I sat in my seat completely at a loss for words. I mean, where do you begin? Finally, she turned to me and demanded, "Well!" I tried to act innocent as though I hadn't heard the conversation but she persisted and so all I could muster was, "Well, Emmanuel does mean 'God with us.'" Then I asked her, "Does your church believe that Jesus is God incarnate?" (I know full well that it does.) I'm fairly certain she didn't know what the word 'incarnate' meant but she said, "Well, I don't know. But how can Jesus be God and Jesus as the same time?"
I thought to myself, "Well now that's a very mysterious question that the Church has pondered for 2000 years."
Amazingly enough the title of her church bears the phrase "God in Christ" within it. Apparently that escaped her reasoning. I was completely befuddled by her line of thinking and I reminded myself how important it is to try and understand how other people are processing things and how that influences they way they take in what they hear (of course the same is true for me, too).
The good news is that apparently in her world, as evidenced in surrounding conversation, Orthodox Christians are indeed Christians.

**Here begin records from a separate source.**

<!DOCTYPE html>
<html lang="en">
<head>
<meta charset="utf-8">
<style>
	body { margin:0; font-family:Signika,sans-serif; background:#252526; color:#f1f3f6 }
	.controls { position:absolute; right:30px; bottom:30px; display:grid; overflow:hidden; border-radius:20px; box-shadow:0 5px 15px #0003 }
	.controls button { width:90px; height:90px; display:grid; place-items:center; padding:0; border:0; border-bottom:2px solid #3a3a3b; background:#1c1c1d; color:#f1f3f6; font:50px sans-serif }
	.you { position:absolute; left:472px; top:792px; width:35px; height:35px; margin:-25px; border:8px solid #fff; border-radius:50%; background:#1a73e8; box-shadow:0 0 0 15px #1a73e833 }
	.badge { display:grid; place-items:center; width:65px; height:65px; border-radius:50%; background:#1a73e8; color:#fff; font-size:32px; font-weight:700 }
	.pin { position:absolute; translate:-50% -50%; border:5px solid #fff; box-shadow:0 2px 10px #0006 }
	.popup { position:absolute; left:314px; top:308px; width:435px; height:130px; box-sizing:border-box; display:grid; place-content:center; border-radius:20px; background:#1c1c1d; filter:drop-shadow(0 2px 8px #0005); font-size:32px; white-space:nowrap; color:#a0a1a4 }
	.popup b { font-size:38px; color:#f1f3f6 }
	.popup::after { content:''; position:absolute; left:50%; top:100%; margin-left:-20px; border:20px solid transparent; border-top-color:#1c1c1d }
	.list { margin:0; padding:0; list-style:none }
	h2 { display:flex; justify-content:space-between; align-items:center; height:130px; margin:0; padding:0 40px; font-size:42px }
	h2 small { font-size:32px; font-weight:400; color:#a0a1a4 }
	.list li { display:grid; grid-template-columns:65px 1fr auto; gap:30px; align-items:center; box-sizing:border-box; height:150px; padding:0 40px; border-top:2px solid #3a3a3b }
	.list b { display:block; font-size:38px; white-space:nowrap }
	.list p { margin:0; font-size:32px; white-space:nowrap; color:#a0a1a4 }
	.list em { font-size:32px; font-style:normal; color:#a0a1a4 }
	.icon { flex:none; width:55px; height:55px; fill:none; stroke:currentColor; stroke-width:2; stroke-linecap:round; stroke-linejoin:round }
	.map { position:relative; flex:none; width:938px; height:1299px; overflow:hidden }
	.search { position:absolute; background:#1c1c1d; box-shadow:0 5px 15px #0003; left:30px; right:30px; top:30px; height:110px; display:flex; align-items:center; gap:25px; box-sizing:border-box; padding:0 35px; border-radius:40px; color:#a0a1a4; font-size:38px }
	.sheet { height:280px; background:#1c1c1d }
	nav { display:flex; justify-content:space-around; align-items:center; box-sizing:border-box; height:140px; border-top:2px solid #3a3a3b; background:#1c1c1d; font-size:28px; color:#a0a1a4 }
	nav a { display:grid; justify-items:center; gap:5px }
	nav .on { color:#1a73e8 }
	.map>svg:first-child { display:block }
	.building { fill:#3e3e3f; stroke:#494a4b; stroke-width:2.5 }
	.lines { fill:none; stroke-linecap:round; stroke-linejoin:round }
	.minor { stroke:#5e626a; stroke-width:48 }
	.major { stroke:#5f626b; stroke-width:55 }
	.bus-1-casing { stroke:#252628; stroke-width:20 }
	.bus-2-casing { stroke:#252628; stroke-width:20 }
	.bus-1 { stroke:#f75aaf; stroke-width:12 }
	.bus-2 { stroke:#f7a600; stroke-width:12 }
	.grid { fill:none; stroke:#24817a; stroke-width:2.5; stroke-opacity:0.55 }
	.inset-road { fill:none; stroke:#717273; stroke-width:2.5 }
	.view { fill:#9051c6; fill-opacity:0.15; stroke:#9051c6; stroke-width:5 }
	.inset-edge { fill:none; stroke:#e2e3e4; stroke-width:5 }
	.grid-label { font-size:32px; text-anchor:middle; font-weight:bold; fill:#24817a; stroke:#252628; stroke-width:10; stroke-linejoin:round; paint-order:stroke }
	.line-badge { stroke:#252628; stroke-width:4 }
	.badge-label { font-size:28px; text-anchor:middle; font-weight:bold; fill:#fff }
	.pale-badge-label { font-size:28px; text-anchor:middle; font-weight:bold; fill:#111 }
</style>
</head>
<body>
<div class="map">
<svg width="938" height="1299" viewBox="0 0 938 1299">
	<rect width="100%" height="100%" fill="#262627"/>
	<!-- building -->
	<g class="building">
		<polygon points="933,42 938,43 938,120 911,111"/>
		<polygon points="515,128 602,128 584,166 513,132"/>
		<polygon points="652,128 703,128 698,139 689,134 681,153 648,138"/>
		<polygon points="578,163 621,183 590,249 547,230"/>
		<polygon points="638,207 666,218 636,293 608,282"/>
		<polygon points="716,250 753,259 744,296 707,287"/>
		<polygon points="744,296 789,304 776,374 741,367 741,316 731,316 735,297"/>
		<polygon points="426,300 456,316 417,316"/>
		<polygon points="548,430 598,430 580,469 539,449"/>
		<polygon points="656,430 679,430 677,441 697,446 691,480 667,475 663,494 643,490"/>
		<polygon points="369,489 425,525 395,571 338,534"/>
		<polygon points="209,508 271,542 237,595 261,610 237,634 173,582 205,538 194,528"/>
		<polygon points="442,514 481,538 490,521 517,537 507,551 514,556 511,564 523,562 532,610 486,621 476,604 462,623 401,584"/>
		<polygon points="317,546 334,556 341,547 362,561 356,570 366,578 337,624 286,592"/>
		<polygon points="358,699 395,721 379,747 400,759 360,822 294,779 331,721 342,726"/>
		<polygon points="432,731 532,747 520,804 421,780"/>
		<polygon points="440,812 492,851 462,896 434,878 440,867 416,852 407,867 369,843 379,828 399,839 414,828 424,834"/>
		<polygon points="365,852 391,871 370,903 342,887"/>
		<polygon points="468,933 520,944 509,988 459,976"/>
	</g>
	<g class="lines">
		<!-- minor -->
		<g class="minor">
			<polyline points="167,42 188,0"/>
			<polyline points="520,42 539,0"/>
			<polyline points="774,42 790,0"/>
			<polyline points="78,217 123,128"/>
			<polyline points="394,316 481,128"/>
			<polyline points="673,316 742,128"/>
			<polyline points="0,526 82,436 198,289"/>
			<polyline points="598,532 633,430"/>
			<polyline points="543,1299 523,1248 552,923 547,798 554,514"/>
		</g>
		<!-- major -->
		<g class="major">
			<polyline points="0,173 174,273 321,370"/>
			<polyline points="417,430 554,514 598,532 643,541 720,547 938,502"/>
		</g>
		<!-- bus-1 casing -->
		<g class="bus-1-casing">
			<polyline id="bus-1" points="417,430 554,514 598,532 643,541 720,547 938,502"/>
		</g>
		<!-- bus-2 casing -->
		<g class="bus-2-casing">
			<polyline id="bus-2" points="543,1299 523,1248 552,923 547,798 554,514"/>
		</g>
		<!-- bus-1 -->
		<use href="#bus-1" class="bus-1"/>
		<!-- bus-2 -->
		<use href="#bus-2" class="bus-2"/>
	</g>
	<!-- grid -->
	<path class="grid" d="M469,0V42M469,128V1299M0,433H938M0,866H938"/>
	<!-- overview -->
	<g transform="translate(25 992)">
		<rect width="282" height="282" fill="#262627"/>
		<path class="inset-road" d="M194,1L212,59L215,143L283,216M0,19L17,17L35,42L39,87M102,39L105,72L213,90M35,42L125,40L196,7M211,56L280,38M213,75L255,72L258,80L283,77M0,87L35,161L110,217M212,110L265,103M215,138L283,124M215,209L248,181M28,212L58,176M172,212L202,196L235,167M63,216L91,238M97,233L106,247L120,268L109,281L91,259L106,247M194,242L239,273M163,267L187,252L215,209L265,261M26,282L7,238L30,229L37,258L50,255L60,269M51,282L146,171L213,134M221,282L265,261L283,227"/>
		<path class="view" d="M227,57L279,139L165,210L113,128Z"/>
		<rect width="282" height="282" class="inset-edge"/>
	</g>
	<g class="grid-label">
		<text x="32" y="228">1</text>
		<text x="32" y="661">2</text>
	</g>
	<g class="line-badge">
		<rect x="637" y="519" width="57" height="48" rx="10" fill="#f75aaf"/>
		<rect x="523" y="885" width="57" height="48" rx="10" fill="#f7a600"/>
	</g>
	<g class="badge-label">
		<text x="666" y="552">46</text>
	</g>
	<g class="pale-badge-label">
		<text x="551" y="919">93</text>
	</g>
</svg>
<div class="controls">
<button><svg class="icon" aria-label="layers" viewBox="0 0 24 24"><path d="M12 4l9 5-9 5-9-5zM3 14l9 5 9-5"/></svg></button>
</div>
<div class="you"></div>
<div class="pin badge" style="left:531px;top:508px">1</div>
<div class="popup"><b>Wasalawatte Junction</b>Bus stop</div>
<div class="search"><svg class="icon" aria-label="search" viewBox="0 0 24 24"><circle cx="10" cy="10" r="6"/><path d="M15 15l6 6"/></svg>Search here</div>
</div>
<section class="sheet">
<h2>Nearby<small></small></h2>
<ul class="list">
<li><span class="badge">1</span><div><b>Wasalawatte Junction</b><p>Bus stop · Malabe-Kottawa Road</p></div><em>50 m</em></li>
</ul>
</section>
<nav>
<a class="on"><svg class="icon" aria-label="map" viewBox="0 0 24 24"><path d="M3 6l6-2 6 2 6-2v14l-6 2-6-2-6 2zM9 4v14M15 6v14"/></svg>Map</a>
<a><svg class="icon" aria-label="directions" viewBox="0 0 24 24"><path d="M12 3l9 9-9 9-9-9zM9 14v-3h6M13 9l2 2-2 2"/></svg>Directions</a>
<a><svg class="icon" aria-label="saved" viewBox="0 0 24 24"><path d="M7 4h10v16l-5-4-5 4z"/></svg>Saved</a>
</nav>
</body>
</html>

Of course the entire conversation began when she and some other coworkers got into an argument over the fact that I've chosen to leave sex for marriage (they think that is ridiculous and talk about it almost daily -- they used to try and argue with me but I would merely smile and remain silent so now they just discuss my oddness amongst themselves theorizing loudly about why I'm an idiot, hoping that I'll 'wise up' by osmosis or something). "It's a part of her faith" one coworker explained, "so we should just respect her for that." I happen to know that well over 95% of my coworkers belong to a Protestant Christian denomination. How strange that such a choice is merely a part of my faith.